Required work
Take the entries that follow and return exactly the lines from the one holding "c.strokeStyle = color;" through the one holding "c.translate(x, y);", both included. Nothing else is needed.

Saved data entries
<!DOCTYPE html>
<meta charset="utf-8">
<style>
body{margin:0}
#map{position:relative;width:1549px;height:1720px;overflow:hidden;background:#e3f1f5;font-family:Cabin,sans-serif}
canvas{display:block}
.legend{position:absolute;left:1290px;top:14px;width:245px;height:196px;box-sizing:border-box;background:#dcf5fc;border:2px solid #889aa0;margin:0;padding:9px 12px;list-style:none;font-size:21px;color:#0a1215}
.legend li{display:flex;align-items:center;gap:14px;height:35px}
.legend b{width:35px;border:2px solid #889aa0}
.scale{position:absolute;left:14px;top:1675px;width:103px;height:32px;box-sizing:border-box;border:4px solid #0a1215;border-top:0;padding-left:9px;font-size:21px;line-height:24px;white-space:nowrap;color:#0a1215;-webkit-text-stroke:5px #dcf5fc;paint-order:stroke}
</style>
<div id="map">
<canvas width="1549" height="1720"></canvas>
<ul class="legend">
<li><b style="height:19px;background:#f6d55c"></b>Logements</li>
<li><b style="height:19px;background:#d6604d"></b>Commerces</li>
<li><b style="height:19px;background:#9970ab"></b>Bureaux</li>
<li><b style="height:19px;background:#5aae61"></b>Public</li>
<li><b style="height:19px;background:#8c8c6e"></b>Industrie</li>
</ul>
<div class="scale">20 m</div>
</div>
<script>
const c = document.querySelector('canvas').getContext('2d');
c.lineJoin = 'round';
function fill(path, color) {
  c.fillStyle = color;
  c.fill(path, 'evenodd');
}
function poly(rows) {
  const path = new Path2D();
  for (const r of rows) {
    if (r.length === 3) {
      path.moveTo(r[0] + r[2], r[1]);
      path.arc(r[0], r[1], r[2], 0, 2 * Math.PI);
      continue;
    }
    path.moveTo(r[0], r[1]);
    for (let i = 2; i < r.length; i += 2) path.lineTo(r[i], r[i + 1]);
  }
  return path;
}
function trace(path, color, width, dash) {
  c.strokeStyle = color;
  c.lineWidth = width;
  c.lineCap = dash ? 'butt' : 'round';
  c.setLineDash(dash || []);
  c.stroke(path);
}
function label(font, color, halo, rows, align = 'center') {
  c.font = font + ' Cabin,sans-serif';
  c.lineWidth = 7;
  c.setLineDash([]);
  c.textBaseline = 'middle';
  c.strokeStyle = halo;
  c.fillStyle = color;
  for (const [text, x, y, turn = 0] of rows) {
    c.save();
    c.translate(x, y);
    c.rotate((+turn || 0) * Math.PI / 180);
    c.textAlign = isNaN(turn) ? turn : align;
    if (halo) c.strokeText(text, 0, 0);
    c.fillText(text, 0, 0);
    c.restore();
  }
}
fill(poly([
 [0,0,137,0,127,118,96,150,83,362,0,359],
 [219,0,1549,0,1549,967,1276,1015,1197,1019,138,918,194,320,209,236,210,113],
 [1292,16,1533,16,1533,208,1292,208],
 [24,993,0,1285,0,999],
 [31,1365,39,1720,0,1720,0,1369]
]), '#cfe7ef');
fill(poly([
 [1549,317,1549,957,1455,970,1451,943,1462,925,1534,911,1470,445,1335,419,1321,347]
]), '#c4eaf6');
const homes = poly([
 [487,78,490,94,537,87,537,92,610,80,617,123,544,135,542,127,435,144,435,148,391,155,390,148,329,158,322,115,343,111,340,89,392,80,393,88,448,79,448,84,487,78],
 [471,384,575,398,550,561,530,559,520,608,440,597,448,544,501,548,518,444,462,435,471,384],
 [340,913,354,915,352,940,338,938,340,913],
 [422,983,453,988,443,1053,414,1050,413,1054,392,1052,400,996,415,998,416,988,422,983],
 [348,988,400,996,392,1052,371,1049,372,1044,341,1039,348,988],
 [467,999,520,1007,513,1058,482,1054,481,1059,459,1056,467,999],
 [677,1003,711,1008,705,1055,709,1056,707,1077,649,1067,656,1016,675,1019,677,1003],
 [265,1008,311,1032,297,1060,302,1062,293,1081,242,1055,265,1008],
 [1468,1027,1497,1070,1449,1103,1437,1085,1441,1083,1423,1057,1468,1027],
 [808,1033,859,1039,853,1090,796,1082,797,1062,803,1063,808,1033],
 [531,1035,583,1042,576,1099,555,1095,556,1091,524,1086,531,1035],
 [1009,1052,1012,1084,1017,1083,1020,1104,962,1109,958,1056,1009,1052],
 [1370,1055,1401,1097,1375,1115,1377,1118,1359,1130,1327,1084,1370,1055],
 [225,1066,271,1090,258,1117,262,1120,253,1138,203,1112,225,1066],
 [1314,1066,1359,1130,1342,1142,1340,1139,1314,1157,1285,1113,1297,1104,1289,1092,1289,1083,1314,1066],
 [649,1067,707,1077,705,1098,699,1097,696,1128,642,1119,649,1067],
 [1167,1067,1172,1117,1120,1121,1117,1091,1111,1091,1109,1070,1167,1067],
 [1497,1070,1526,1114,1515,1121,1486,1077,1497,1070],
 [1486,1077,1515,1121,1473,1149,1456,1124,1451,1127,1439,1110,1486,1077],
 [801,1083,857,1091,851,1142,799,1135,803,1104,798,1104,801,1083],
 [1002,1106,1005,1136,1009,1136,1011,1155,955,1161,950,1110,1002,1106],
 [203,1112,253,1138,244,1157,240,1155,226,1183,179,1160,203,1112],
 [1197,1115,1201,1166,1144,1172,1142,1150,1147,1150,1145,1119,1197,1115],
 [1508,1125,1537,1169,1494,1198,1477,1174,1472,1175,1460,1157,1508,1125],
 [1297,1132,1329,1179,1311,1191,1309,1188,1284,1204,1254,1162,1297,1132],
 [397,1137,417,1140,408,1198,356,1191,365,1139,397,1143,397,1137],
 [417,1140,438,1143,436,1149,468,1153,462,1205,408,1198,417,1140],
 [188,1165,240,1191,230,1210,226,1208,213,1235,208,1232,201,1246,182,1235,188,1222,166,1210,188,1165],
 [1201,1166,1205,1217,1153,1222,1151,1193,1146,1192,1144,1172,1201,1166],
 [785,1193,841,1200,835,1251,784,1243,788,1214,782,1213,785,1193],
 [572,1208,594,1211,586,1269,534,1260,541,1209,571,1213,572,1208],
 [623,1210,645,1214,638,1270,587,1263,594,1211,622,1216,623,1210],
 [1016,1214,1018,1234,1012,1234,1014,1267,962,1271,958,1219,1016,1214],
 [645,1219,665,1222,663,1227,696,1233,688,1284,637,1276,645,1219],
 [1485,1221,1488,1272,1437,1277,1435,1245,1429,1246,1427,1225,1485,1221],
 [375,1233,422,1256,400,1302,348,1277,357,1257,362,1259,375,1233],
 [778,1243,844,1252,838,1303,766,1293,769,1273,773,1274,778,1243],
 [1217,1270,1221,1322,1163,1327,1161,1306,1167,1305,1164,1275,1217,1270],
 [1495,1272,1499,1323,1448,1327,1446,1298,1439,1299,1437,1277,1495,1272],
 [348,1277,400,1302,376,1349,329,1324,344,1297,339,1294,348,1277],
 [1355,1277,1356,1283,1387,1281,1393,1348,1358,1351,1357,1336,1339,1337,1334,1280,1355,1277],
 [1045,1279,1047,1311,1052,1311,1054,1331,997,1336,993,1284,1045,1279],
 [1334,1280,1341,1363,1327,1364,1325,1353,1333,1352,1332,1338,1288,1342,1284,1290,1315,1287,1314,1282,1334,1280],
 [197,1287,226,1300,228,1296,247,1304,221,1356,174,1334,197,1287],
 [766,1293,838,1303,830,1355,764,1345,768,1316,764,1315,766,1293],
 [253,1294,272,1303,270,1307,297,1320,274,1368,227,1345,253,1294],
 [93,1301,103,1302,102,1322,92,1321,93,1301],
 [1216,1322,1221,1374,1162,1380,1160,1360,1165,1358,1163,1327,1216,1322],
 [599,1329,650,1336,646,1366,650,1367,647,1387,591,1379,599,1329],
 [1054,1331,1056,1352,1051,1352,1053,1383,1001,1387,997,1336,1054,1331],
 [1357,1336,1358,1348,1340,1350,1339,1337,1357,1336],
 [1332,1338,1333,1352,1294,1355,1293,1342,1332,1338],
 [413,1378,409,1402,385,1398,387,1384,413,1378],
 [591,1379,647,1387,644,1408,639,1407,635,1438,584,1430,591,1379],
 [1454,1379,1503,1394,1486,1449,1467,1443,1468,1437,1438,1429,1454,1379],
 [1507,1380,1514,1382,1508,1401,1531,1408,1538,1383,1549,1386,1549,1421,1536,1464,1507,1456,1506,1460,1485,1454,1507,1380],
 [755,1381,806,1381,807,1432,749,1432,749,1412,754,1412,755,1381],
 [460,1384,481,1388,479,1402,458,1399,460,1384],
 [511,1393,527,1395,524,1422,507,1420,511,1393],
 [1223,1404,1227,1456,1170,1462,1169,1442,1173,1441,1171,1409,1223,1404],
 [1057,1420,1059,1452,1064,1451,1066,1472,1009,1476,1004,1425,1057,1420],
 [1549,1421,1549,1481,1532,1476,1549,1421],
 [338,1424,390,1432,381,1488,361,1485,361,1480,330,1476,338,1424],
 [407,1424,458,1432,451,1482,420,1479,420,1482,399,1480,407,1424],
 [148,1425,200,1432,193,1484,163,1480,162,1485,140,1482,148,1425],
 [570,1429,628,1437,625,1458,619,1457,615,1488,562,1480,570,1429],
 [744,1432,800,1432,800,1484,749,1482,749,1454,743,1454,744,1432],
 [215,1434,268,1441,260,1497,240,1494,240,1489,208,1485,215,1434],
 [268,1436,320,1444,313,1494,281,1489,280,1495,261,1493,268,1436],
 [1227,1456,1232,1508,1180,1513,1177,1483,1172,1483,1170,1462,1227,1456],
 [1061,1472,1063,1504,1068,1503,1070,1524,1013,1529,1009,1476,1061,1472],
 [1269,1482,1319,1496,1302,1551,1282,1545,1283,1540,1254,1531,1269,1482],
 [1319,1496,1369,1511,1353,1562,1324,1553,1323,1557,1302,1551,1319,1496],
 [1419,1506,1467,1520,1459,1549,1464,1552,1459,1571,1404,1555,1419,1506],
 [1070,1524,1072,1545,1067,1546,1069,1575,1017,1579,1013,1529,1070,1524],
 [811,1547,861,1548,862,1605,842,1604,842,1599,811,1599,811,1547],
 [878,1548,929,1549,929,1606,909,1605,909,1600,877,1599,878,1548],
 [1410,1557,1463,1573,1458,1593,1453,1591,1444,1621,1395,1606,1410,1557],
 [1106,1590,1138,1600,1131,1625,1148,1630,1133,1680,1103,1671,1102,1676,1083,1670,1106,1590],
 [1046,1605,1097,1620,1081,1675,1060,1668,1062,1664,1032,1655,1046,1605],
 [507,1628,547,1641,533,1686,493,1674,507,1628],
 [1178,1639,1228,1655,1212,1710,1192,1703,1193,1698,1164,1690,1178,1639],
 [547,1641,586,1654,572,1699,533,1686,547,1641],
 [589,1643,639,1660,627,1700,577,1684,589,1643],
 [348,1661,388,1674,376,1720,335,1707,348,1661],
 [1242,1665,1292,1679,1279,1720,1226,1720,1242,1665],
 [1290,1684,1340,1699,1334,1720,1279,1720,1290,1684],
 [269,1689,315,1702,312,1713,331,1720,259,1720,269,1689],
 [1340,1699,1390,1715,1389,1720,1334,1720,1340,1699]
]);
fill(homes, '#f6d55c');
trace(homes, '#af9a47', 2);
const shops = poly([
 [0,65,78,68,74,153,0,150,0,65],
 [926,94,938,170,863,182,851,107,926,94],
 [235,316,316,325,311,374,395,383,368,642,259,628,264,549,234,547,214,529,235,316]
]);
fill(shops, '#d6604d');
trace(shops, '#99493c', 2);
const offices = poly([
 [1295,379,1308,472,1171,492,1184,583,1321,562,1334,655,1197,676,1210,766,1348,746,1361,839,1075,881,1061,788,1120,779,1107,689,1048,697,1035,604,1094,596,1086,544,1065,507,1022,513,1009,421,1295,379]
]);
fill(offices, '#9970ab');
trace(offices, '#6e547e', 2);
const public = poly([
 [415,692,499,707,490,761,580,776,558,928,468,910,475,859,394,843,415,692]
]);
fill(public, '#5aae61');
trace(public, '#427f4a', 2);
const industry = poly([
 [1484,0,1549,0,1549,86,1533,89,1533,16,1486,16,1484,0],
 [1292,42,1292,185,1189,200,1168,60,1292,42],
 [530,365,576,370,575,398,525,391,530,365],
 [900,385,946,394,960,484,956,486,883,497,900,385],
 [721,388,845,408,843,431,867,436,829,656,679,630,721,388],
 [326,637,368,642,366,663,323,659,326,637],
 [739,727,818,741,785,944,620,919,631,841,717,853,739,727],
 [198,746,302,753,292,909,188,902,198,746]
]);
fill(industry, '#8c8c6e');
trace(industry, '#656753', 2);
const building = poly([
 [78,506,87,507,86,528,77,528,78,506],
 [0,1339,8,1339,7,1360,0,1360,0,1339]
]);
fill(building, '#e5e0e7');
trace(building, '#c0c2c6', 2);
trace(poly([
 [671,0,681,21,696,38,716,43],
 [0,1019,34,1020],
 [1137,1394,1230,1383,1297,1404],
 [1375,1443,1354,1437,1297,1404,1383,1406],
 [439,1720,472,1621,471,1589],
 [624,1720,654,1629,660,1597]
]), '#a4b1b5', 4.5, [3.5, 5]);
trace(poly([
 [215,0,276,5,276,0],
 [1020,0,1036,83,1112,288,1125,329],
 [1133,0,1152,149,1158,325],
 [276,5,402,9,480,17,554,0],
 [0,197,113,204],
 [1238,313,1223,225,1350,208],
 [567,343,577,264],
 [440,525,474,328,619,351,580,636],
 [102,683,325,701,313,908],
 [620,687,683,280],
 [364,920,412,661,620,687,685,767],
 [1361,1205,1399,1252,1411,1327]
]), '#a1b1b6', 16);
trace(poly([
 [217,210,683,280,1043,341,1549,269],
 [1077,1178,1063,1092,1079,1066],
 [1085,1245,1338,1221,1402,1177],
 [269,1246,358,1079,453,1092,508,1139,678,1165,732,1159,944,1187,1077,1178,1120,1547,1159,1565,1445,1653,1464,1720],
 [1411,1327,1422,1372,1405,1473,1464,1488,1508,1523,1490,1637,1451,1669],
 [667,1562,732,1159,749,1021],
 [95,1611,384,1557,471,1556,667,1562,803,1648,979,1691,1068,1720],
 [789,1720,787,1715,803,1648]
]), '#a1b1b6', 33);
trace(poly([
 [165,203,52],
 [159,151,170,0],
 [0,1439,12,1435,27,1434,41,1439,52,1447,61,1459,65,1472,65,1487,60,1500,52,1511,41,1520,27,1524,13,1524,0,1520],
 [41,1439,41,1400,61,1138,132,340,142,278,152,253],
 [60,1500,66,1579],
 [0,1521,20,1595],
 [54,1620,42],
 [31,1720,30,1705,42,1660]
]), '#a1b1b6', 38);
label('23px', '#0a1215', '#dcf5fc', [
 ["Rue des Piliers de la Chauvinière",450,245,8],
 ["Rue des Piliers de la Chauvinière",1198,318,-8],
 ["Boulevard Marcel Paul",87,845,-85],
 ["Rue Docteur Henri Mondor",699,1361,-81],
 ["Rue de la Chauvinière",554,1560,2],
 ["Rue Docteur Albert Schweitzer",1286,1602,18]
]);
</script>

Expected answer
  c.strokeStyle = color;
  c.lineWidth = width;
  c.lineCap = dash ? 'butt' : 'round';
  c.setLineDash(dash || []);
  c.stroke(path);
}
function label(font, color, halo, rows, align = 'center') {
  c.font = font + ' Cabin,sans-serif';
  c.lineWidth = 7;
  c.setLineDash([]);
  c.textBaseline = 'middle';
  c.strokeStyle = halo;
  c.fillStyle = color;
  for (const [text, x, y, turn = 0] of rows) {
    c.save();
    c.translate(x, y);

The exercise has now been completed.